A pesar de aquella molestia, la velada había sido bastante agradable. Ygorla sabía exactamente cómo seducir a Calvi y sacarlo de sus enfados, y, una vez que decidió olvidarse de Narid-na-Gost durante unas horas y concentrarse en el placer, su propio estado de ánimo inquieto e irritado desapareció. Así que disfrutaron con los dulces, saciaron su apetito con vino y con licores más fuertes, y después se entregaron a una lujuriosa orgía que los dejó a ambos saciados y lánguidos y satisfizo su afán narcisista. Cuando Ygorla se durmió, Calvi pensó en hacer lo mismo. Pero los efectos de haber comido demasiado, combinados con el hecho de haber bebido bastante más de lo habitual, incluso para él, conspiraron para mantenerlo despierto, y al final se rindió y comenzó a buscar algo para pasar el rato hasta que le viniera el sueño. Pero nada captó su interés. Antes de que la influencia de Ygorla cambiara su vida, había sido un ávido lector; ahora despreciaba los libros como algo apropiado sólo para viejos estúpidos con mentes rancias. No conocía ningún juego en el que no hiciera falta contrincante y, de todas maneras, a menos que pudiera jugar con apuestas altas —como la vida de otra persona—, los juegos le parecían tremendamente aburridos. Los siervos elementales de Ygorla podrían haberle proporcionado alguna distracción, pero no sabía ni invocarlos ni controlarlos. La maldita nieve seguía cayendo, por lo que ni siquiera podía distraerse planeando un día de montar a caballo o de caza. Cuando fuera emperador de hecho, y no sólo de nombre, pensó Calvi, sería distinto. Podría pedir las distracciones que quisiera, a cualquier hora del día o de la noche, y sus secuaces correrían para obedecer su capricho.

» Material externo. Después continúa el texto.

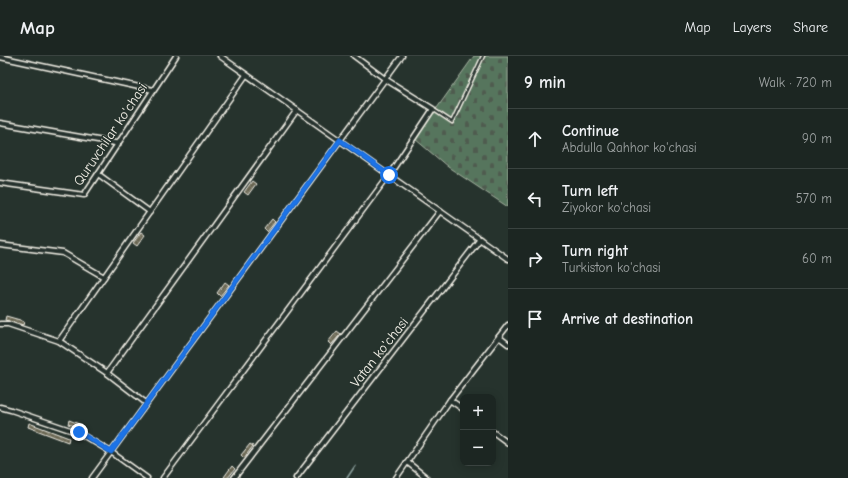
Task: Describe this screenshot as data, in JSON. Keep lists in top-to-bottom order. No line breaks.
{"streets":{"street":["Quruvchilar ko'chasi","Vatan ko'chasi"]},"page":{"header":"Map","nav":["Map","Layers","Share"],"heading":["9 min","Walk · 720 m"],"list":[["Continue","Abdulla Qahhor ko'chasi","90 m"],["Turn left","Ziyokor ko'chasi","570 m"],["Turn right","Turkiston ko'chasi","60 m"],"Arrive at destination"],"map_buttons":["+","−"]}}
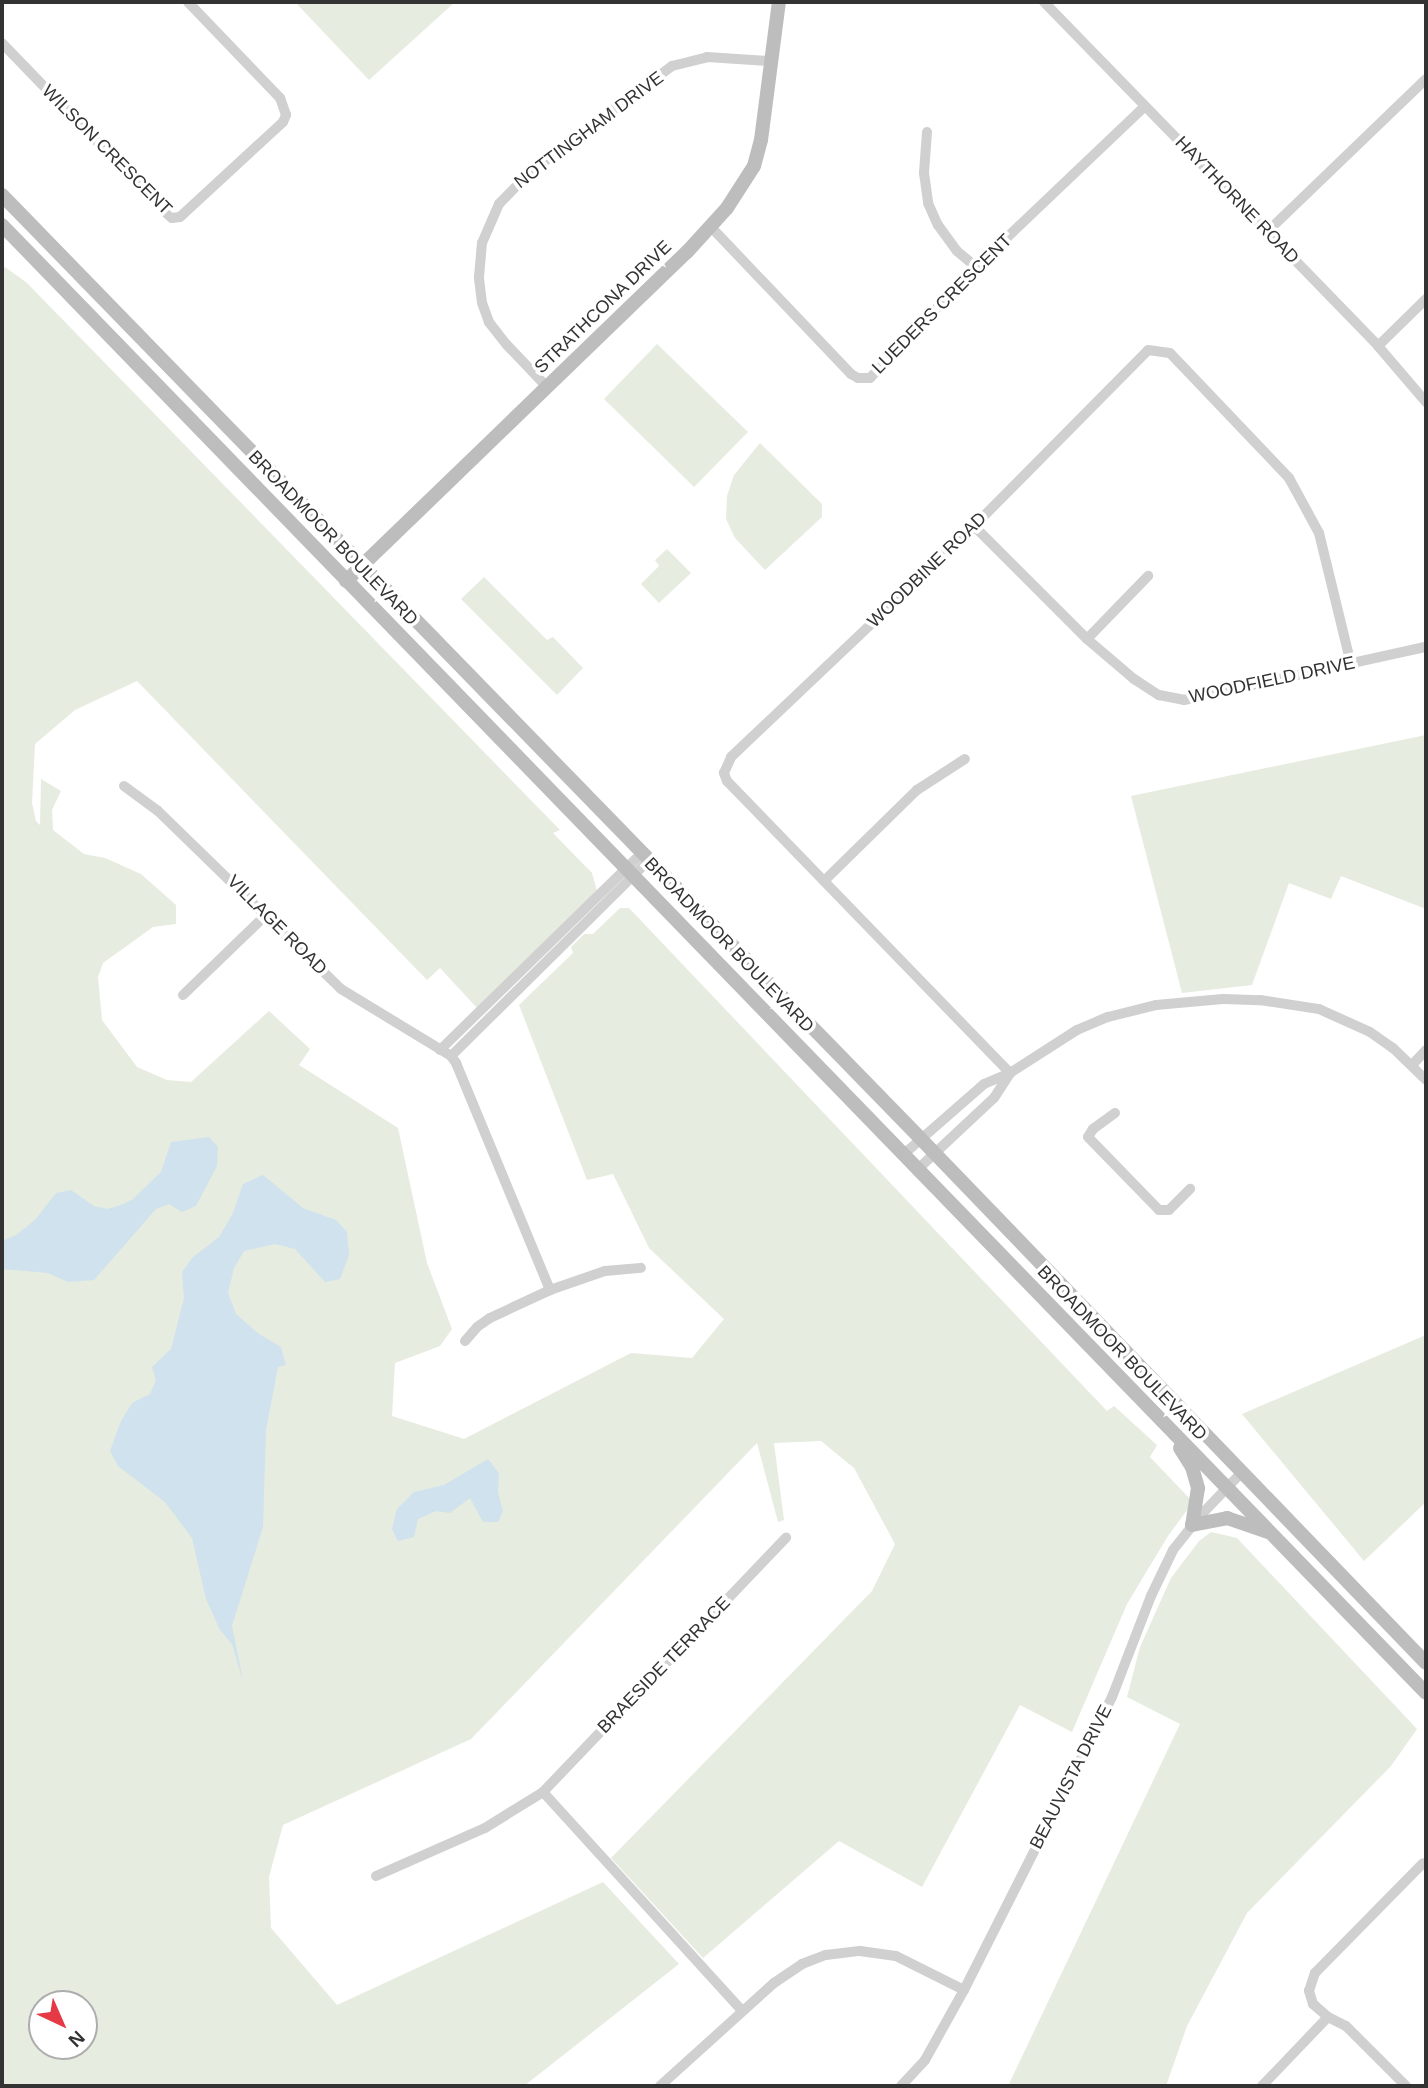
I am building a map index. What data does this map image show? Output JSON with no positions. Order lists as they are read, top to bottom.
{
  "streets": {
    "main road": ["STRATHCONA DRIVE", "BROADMOOR BOULEVARD"],
    "street": [
      "NOTTINGHAM DRIVE",
      "WILSON CRESCENT",
      "HAYTHORNE ROAD",
      "LUEDERS CRESCENT",
      "WOODBINE ROAD",
      "WOODFIELD DRIVE",
      "VILLAGE ROAD",
      "BRAESIDE TERRACE",
      "BEAUVISTA DRIVE"
    ]
  },
  "crossings": [
    ["NOTTINGHAM DRIVE", "STRATHCONA DRIVE"],
    ["HAYTHORNE ROAD", "LUEDERS CRESCENT"],
    ["LUEDERS CRESCENT", "STRATHCONA DRIVE"],
    ["STRATHCONA DRIVE", "BROADMOOR BOULEVARD"],
    ["BROADMOOR BOULEVARD", "BEAUVISTA DRIVE"],
    ["WOODBINE ROAD", "WOODFIELD DRIVE"]
  ],
  "north": "bottom right"
}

Correrían para obedecer… De pronto sonrió al ocurrírsele que algo —o, más bien, alguien— se le había pasado por alto. Tenía la distracción en el cuarto de al lado, donde dormía la rata mascota de Ygorla.
Hubo un tiempo en que Calvi admiraba a Strann el
Narrador de Historias
, y en que éste le gustaba. Pero eso había ocurrido hacía mucho tiempo, antes de que sus ojos se abrieran. Ahora despreciaba a aquella criatura que no merecía el término de «hombre», y deseaba que Ygorla se deshiciera de él, en lo posible de una forma que causara a Strann el máximo de dolor y terror. Nunca se molestaba en analizar los motivos de su cambio de opinión y desde luego jamás se le habría ocurrido pensar que los celos por Karuth estaban en el origen de todo. Pero el hecho de que Ygorla pareciera sentir cariño por su mascota era algo que lo molestaba, y a menudo se imaginaba cómo trataría él a la criatura, si llegara a ser el dueño de Strann en lugar de la emperatriz.